The Toledo and South Haven Railroad was a narrow gauge railroad that connected the Michigan communities of
Lawrence, Hartford and South Haven. It filed for incorporation April 1, 1876 and was bought by Fred M. Steele and renamed the South Haven and Eastern in 1894. The railroad had considerable financial and legal difficulties from the start.

==Acquisition of Paw Paw Railroad==
In 1878 the Paw Paw Railroad leased its track to the T&SH in hopes of recovering from a $3000 debt and a 60% drop in stock value. The company had graded a route between Paw Paw and Lawton with financial help from the Michigan Central in 1867.

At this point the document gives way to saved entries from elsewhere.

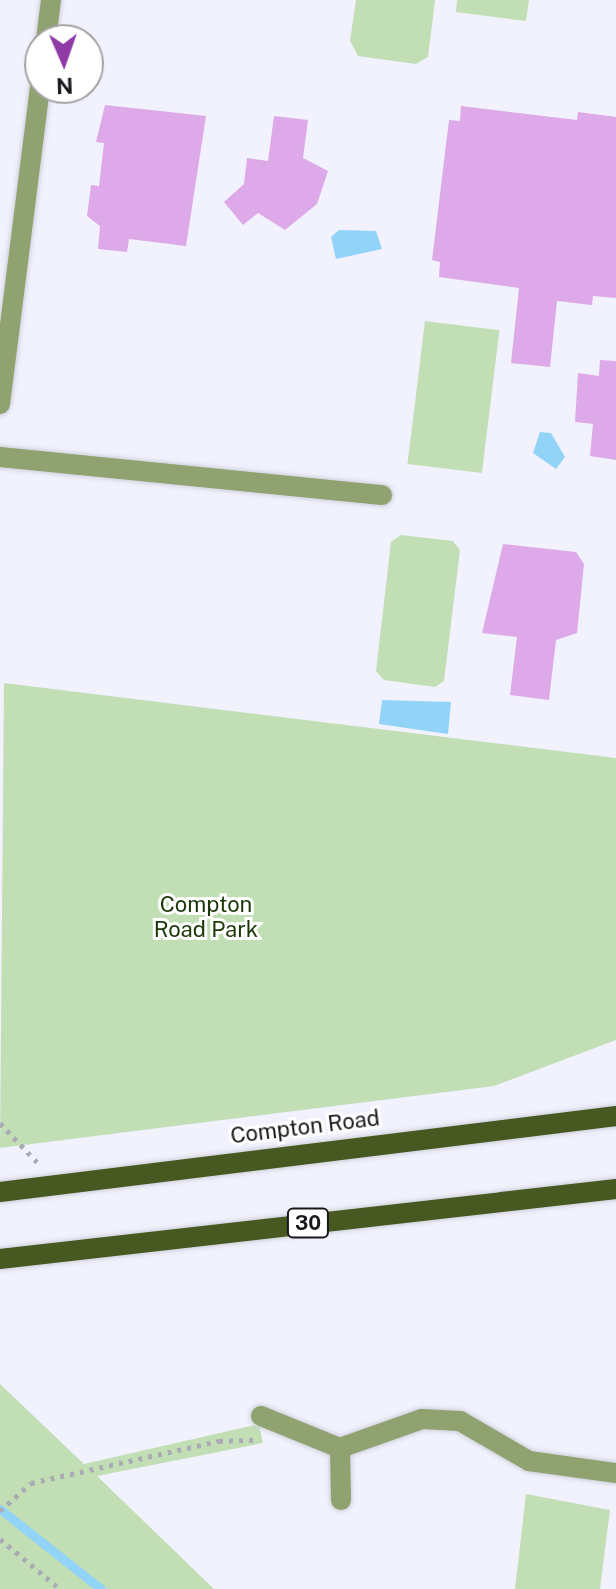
<!DOCTYPE html>
<html>
<head>
<meta charset="utf-8">
<style>
  body { margin:0 }
  #map { position:relative; width:616px; height:1589px; overflow:hidden; background:#f1f2fd; font-family:"Public Sans",sans-serif }
  div>[style] { position:absolute }
  [style*='--x'] { left:calc(var(--x)*1px); top:calc(var(--y)*1px); width:calc(var(--w)*1px); rotate:calc(var(--a)*1deg) }
  .green>* { inset:0; background:#c1deb5; transform-origin:0 0 }
  .water>* { inset:0; background:#92d3f8 }
  .stream>* { height:9px; margin:-4.5px; padding:0 4.5px; transform-origin:4.5px; border-radius:4.5px; background:#92d3f8 }
  .building>* { inset:0; background:#dda9e9 }
  .path>* { height:5px; margin-top:-2.5px; transform-origin:0; background:repeating-linear-gradient(90deg,#aaabb3 0 4px,transparent 0 10px) }
  .roads { filter:drop-shadow(0 0 2px #cecfd9) drop-shadow(0 0 2px #cecfd9) }
  .minor>* { height:20px; margin:-10px; padding:0 10px; transform-origin:10px; border-radius:10px; background:#8fa26f }
  .major>* { height:20px; margin:-10px; padding:0 10px; transform-origin:10px; border-radius:10px; background:#475920 }
  span { translate:-50% -50%; white-space:nowrap; text-align:center; line-height:1.15; -webkit-text-stroke:6px #fff; paint-order:stroke }
  .shield-label span { padding:2px 6px; background:#fff; border:2px solid; border-radius:6px; -webkit-text-stroke-width:0 }
  .shield-label { font-size:20px; color:#18191c; font-weight:700 }
  .park-label { font-size:22px; color:#1b3809 }
  .street-label { font-size:22px; color:#18191c }
  .north { position:absolute; left:24px; top:24px; width:80px; height:80px; box-sizing:border-box; background:#fff; border:2px solid #a3a3a4; border-radius:50%; rotate:178deg; font-size:22px; font-weight:700; line-height:32px; text-align:center; color:#18191c }
  .north::after { content:''; display:block; margin:auto; width:28px; height:36px; background:#903aa7; clip-path:polygon(50% 0,100% 100%,50% 72%,0 100%) }
</style>
</head>
<body>
<div id="map">
  <div class="green">
    <div style="clip-path:polygon(356px 0,435px 0,428px 57px,416px 64px,358px 56px,350px 41px)"></div>
    <div style="clip-path:polygon(457px 0,529px 0,526px 21px,456px 12px)"></div>
    <div style="left:425px;top:321px;width:75px;height:144px;rotate:7deg"></div>
    <div style="clip-path:polygon(401px 535px,453px 541px,460px 550px,444px 681px,435px 687px,384px 680px,376px 671px,391px 542px)"></div>
    <div style="clip-path:polygon(4px 683px,616px 758px,616px 1040px,494px 1086px,0 1148px)"></div>
    <div style="clip-path:polygon(0 1384px,84px 1464px,259px 1424px,263px 1443px,97px 1476px,214px 1589px,0 1589px)"></div>
    <div style="clip-path:polygon(526px 1494px,610px 1510px,600px 1589px,515px 1589px)"></div>
  </div>
  <div class="water">
    <div style="clip-path:polygon(339px 230px,376px 231px,382px 249px,336px 259px,331px 237px)"></div>
    <div style="clip-path:polygon(540px 432px,551px 433px,565px 457px,556px 469px,533px 453px)"></div>
    <div style="clip-path:polygon(382px 700px,451px 702px,448px 734px,379px 724px)"></div>
  </div>
  <div class="stream">
    <div style="--x:0;--y:1509;--w:129;--a:38.4"></div>
  </div>
  <div class="building">
    <div style="clip-path:polygon(105px 105px,206px 116px,186px 246px,129px 239px,127px 252px,98px 249px,100px 226px,87px 216px,91px 185px,99px 186px,104px 143px,96px 142px)"></div>
    <div style="clip-path:polygon(461px 106px,577px 120px,578px 112px,616px 117px,616px 298px,593px 296px,592px 305px,557px 301px,550px 367px,511px 363px,519px 288px,439px 277px,440px 262px,432px 260px,449px 120px,460px 121px)"></div>
    <div style="clip-path:polygon(274px 116px,308px 120px,303px 158px,328px 171px,317px 204px,285px 230px,258px 213px,243px 225px,224px 202px,244px 184px,247px 158px,268px 161px)"></div>
    <div style="clip-path:polygon(600px 360px,616px 361px,616px 460px,590px 456px,593px 424px,575px 422px,578px 373px,599px 376px)"></div>
    <div style="clip-path:polygon(503px 544px,576px 552px,584px 564px,577px 633px,556px 640px,549px 700px,510px 695px,517px 637px,482px 633px)"></div>
  </div>
  <div class="path">
    <div style="--x:0;--y:1123;--w:55;--a:46.5"></div>
    <div style="--x:0;--y:1511;--w:42;--a:-42.1"></div>
    <div style="--x:31;--y:1483;--w:193;--a:-12.6"></div>
    <div style="--x:219;--y:1441;--w:36;--a:-2"></div>
    <div style="--x:0;--y:1539;--w:78;--a:39.8"></div>
  </div>
  <div class="roads">
    <div class="minor">
      <div style="--x:46;--y:40;--w:40;--a:-82.9"></div>
      <div style="--x:0;--y:404;--w:320;--a:-82.8"></div>
      <div style="--x:0;--y:457;--w:384;--a:5.7"></div>
      <div style="--x:261;--y:1416;--w:85;--a:22.1"></div>
      <div style="--x:340;--y:1448;--w:52;--a:88.9"></div>
      <div style="--x:340;--y:1448;--w:87;--a:-19.5"></div>
      <div style="--x:422;--y:1419;--w:38;--a:3"></div>
      <div style="--x:460;--y:1421;--w:80;--a:30.1"></div>
      <div style="--x:529;--y:1461;--w:88;--a:7.9"></div>
    </div>
    <div class="major">
      <div style="--x:0;--y:1192;--w:621;--a:-7.03"></div>
      <div style="--x:0;--y:1259;--w:620;--a:-6.48"></div>
    </div>
  </div>
  <div class="shield-label">
    <span style="left:308px;top:1223px">30</span>
  </div>
  <div class="park-label">
    <span style="left:206px;top:917px">Compton<br>Road Park</span>
  </div>
  <div class="street-label">
    <span style="left:305px;top:1127px;rotate:-7deg">Compton Road</span>
  </div>
  <div class="north">N</div>
</div>
</body>
</html>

With 9 mi of track between Lawrence and Paw Paw, the T&SH looked to expand. A section of track between Lawrence and Hartford was completed in 1883. In 1884 the two companies signed an agreement that funds obtained through the sale of stocks and bonds would be used to complete 10 mi of rail east of Lawton or west of Hartford. Two years later an incomplete extension from Hartford to South Haven was purchased.

==Legal Trouble==
Chas. F. Young filed suit in 1887 in order to stop the sale of the PPR on the grounds that the sale of an incomplete railroad was illegal. Young initially won, but during the proceedings of the 1889 appeal, the T&SH defense made it known that they had bought the PPR with an assurance from Young that his company was actively building a link between Paw Paw and Lawton. Furthermore, all PPR assets had been leased, excluding the actual grade.

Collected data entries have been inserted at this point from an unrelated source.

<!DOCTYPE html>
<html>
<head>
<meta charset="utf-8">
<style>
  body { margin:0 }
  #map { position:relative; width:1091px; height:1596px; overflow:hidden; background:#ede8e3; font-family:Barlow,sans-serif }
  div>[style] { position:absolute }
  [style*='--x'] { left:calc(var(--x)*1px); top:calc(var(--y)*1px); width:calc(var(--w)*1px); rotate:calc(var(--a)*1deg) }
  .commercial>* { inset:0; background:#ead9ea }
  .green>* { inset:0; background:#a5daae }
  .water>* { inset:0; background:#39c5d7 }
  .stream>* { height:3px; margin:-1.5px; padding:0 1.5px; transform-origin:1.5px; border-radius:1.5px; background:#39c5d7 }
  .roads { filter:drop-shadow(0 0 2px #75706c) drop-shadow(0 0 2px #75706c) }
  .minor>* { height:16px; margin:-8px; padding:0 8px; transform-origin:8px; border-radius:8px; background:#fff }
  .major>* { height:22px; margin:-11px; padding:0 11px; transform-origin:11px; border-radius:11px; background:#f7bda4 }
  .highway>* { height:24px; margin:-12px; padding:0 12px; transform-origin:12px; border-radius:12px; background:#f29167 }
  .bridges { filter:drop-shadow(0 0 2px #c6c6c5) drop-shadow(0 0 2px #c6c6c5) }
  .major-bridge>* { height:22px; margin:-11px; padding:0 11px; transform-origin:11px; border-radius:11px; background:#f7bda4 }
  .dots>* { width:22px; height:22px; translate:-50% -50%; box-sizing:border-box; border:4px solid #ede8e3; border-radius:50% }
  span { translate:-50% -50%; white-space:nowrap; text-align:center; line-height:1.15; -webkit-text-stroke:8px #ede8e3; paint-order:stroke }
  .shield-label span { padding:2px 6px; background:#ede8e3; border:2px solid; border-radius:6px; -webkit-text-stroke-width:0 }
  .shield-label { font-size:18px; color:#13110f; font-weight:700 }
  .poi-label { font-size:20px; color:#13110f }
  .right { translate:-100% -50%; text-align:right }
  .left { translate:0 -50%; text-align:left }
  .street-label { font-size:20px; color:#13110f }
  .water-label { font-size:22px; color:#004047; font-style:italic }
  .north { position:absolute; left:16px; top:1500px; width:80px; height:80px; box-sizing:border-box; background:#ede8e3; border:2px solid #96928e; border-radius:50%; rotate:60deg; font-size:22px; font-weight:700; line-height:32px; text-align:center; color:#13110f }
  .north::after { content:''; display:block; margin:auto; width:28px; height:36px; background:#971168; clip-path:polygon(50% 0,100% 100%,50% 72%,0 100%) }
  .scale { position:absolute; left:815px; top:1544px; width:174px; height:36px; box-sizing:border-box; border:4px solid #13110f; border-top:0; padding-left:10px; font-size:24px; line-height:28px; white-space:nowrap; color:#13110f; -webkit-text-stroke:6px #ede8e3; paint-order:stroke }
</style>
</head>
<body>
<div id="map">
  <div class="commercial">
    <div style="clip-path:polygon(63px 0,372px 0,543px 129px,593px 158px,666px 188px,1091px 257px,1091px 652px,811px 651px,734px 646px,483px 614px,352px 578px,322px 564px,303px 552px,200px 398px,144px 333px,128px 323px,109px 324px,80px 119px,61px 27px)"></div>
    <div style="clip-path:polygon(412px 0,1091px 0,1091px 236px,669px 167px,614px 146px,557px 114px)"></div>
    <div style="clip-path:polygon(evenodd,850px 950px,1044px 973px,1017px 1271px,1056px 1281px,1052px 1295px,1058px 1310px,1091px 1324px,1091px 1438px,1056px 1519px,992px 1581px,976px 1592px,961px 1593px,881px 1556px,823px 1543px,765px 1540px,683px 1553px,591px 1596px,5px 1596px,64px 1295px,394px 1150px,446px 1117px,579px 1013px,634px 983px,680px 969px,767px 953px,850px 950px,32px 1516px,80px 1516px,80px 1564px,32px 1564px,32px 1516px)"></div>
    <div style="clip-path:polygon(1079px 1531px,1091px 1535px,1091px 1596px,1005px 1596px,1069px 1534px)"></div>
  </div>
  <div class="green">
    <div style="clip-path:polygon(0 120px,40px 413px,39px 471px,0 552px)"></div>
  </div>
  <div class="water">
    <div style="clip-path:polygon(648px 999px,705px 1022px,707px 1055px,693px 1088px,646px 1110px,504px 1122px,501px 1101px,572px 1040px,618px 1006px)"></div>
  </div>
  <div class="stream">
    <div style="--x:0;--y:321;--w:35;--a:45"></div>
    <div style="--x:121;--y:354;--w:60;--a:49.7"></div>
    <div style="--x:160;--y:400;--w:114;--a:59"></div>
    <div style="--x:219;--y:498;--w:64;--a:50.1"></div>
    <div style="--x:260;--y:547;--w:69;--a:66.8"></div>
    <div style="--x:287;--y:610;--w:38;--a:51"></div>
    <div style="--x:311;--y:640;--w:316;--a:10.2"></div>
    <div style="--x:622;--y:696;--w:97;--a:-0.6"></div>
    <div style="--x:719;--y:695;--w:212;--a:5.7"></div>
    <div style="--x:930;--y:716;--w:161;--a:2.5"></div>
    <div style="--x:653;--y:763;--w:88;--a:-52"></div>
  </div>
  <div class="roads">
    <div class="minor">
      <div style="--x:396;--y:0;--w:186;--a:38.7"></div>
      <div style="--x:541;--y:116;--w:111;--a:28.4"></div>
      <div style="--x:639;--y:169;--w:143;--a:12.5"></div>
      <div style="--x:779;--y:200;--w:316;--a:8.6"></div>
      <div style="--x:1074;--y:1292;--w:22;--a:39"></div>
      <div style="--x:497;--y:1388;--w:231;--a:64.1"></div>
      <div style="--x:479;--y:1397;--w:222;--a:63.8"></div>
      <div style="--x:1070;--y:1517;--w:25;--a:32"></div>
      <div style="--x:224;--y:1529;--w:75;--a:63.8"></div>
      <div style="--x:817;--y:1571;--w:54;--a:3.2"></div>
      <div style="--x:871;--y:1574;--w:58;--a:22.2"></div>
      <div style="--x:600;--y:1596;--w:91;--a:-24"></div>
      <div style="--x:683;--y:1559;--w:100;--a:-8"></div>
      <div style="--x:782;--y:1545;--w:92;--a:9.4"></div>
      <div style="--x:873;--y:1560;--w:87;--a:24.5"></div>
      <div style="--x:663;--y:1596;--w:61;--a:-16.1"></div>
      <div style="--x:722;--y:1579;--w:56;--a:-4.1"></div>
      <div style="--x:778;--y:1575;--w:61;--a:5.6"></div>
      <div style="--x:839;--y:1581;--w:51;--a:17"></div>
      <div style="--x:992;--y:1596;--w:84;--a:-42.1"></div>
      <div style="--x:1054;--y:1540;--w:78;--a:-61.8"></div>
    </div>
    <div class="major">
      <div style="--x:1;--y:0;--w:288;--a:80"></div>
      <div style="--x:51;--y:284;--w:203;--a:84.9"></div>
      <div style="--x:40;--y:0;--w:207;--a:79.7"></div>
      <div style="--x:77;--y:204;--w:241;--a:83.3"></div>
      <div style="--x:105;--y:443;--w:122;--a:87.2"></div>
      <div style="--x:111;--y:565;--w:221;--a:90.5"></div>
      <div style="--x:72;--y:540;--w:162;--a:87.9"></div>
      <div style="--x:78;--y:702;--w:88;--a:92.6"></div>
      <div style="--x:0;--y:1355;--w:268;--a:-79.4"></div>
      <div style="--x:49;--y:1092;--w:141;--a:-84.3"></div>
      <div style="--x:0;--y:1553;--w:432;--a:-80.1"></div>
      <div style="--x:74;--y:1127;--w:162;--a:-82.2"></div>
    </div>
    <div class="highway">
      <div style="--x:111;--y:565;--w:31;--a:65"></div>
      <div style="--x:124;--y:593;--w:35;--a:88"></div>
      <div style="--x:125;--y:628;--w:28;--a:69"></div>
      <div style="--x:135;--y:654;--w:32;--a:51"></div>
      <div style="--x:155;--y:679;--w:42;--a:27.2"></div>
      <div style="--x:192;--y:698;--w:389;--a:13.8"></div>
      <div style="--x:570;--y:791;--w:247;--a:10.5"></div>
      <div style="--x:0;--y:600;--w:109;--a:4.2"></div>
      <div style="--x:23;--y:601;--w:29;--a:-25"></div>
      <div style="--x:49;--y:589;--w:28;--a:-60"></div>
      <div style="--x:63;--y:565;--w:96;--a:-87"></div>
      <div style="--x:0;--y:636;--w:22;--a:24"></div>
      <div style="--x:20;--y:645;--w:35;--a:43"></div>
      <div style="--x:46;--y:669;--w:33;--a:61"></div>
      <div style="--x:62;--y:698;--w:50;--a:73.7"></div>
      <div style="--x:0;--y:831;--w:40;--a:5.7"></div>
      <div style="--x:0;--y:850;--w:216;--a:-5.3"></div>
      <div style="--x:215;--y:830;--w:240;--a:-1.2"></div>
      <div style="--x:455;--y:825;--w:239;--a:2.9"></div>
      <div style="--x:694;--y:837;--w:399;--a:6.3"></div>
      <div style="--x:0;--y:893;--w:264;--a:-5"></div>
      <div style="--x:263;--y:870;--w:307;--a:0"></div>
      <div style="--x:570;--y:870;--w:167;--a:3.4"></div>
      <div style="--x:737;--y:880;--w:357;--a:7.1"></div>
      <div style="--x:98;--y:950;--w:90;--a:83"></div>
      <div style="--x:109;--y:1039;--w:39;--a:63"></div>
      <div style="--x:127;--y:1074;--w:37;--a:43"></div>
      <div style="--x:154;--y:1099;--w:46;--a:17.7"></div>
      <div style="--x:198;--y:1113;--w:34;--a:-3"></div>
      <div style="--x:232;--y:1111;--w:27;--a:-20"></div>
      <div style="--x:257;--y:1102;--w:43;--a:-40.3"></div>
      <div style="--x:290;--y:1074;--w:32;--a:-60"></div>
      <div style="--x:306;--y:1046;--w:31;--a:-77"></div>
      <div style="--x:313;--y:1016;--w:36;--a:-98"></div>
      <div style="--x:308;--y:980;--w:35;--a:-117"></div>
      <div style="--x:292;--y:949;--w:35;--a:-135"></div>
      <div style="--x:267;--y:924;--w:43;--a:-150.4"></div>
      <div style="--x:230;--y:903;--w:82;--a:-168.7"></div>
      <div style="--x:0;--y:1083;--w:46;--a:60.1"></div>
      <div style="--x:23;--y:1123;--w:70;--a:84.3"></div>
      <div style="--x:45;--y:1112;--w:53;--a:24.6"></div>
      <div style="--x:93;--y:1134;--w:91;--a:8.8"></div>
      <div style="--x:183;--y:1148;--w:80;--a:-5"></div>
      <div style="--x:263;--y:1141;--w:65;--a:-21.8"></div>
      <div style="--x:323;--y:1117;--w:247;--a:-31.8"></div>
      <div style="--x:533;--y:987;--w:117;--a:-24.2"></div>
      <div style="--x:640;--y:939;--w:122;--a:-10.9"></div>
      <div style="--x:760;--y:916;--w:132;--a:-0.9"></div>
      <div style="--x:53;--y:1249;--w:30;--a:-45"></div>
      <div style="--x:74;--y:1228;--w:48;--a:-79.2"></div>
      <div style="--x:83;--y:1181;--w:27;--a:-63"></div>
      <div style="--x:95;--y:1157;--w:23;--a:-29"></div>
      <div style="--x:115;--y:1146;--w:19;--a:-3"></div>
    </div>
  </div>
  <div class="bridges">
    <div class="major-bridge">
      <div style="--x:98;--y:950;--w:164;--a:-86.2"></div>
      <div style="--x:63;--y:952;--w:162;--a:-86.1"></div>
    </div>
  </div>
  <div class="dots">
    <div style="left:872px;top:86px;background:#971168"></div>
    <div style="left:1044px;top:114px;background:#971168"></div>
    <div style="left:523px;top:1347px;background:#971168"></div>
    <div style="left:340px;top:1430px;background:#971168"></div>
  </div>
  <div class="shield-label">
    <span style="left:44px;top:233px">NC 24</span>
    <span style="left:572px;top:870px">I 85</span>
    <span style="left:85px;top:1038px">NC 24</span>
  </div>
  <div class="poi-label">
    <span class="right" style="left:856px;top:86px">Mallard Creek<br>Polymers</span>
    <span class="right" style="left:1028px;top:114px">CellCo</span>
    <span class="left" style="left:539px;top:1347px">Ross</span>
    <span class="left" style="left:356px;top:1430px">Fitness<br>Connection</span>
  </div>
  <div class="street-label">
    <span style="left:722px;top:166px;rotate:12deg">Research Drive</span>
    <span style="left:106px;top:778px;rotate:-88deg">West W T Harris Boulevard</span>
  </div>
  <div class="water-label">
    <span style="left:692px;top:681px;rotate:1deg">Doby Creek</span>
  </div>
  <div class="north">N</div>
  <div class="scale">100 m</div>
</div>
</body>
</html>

==Financial Trouble and Sale==
Even after completing a link to Lawton, the T&SH was unable to stay fiscally solvent. The cost of litigation may have played a role, as well as the unanticipated expense of building the Paw Paw to Lawton track. In 1893 the company was ordered to pay $306,397 in foreclosure to Farmers Loan and Trust Company. The company was bought a year later by Chicago businessman Fred Steele, who renamed it the South Haven and Eastern. By 1898 the SH&E track had been converted to . This company would later play a large role in the forming of the Kalamazoo, Lake Shore and Chicago Railway.